Borealis holds groundbreaking ceremony for PDH plant in Kallo, Belgium

18-Sep-19

Borealis held the groundbreaking ceremony for its world-scale propane dehydrogenation (PDH) plant. Located at the existing Borealis production site in Kallo, Belgium, the new facility will have a targeted production capacity of 750,000 m tpa of propylene, making it one of the largest and most efficient plants of its kind in the world. 
With a total of around US$1.11 bln invested in the course of the project, the investment is the largest ever made by Borealis in Europe. It underscores the company’s commitment to its operations in the continent, and to being the supplier of choice to its European customers.

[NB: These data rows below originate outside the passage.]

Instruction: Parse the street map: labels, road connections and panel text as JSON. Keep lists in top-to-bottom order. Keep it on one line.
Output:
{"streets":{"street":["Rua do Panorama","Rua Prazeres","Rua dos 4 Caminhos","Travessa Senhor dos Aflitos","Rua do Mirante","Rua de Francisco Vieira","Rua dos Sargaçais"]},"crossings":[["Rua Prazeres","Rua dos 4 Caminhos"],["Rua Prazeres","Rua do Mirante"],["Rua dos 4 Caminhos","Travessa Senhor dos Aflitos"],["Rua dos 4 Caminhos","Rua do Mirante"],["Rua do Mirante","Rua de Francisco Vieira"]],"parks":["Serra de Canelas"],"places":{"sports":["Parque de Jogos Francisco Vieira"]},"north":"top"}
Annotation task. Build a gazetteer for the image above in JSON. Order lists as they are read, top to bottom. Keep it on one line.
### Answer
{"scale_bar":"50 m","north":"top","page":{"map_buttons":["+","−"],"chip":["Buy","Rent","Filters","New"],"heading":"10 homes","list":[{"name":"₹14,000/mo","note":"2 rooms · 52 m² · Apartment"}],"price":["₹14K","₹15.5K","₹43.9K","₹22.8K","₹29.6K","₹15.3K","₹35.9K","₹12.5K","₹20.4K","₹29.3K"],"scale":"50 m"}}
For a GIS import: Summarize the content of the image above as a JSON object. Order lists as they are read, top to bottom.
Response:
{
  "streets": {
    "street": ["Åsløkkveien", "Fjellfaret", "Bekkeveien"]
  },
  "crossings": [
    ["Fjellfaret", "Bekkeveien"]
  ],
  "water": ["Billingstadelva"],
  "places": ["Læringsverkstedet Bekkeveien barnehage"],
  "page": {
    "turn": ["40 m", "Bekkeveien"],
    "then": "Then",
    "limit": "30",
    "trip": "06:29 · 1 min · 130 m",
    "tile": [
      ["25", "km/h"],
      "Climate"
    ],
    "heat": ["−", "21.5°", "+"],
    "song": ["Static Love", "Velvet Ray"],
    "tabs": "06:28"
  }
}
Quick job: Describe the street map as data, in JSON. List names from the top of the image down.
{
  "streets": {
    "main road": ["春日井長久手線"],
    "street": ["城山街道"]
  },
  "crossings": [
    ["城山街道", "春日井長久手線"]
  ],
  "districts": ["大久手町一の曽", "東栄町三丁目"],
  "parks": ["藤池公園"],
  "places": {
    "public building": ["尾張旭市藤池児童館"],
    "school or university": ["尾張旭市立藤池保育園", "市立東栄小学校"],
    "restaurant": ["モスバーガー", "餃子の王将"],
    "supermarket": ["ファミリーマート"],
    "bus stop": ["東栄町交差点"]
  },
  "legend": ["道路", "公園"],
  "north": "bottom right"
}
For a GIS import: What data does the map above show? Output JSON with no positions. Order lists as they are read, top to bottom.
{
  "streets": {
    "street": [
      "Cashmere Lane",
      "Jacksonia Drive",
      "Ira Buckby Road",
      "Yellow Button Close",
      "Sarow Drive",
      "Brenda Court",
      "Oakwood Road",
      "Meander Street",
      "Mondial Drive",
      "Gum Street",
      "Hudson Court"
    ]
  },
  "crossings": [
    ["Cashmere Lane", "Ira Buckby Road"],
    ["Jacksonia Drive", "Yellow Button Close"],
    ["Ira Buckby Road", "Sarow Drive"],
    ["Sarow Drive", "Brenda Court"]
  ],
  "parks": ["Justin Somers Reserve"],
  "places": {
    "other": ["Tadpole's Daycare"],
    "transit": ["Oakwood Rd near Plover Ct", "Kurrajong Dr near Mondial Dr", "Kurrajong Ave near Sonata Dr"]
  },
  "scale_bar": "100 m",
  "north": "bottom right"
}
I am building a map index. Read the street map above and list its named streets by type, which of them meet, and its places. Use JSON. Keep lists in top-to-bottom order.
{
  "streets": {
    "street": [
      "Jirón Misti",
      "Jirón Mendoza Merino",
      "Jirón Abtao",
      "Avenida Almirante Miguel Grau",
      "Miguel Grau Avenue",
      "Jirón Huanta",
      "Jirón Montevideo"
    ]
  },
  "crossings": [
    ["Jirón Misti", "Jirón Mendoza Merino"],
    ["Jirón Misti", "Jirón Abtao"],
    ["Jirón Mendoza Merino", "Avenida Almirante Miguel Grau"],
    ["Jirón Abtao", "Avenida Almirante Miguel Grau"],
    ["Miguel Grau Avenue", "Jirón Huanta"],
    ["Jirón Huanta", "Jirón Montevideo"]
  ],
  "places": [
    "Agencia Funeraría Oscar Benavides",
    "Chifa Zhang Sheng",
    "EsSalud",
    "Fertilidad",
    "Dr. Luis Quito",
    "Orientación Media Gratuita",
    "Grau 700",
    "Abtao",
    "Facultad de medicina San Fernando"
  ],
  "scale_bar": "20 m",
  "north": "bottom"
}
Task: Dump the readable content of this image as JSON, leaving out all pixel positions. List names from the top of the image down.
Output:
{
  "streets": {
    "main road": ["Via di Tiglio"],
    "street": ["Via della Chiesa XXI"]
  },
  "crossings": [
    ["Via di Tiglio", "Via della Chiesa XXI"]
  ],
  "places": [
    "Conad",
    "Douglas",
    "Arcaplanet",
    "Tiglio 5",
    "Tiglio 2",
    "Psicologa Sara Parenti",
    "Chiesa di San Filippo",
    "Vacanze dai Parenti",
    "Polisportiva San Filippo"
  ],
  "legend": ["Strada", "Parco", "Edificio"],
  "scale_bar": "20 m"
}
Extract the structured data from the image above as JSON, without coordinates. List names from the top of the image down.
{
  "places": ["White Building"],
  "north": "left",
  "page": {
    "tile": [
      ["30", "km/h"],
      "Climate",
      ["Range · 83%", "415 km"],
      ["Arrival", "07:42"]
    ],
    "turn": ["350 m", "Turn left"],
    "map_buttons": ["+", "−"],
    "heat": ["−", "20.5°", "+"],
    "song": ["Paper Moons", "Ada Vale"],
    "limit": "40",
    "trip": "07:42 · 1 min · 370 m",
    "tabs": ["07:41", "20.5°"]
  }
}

PDH is a vital process step in the production of propylene from propane. As one of the most important building blocks for the entire chemical industry, propylene is the raw material used to produce polypropylene (PP), which in turn is one of the most widely used plastics. PP forms the base of countless industrial applications used in any number of sectors, including automotive, consumer goods, energy, food packaging, healthcare, and many others.
European demand for propylene is growing, yet presently, supply is decreasing due to a confluence of global market developments. The start-up of the new Kallo plant, scheduled for the middle of 2022, means that European customers will soon be able to rely on the secure supply of competitively priced propylene and its derivatives. 

Several factors influenced the Borealis decision to invest in the Kallo location. First, the economies of scale offered by the Port of Antwerp in Flanders are significant due to its well-established transportation and logistics infrastructure. Thanks to the adjacency to an existing Borealis production unit on site, Borealis will be able to exploit additional synergistic effects. Crucially, the new PDH plant will employ Honeywell UOP’s Oleflex technology, a widely used, reliable and sustainable choice for on-purpose propylene production. Above and beyond the increase in production capacity, the new plant is helping make Borealis operations become more efficient and sustainable. Using the Oleflex technology makes it possible to consume less energy in production, yet produce higher volumes of the same quality. Less propane will be required, but more own hydrogen will be produced, enabling Borealis to supply not only its own internal needs, but also those of third parties as well. Finally, the embedded, multi-fuel cogeneration unit in the new PDH plant will generate a significant part of the steam and electricity required for operations.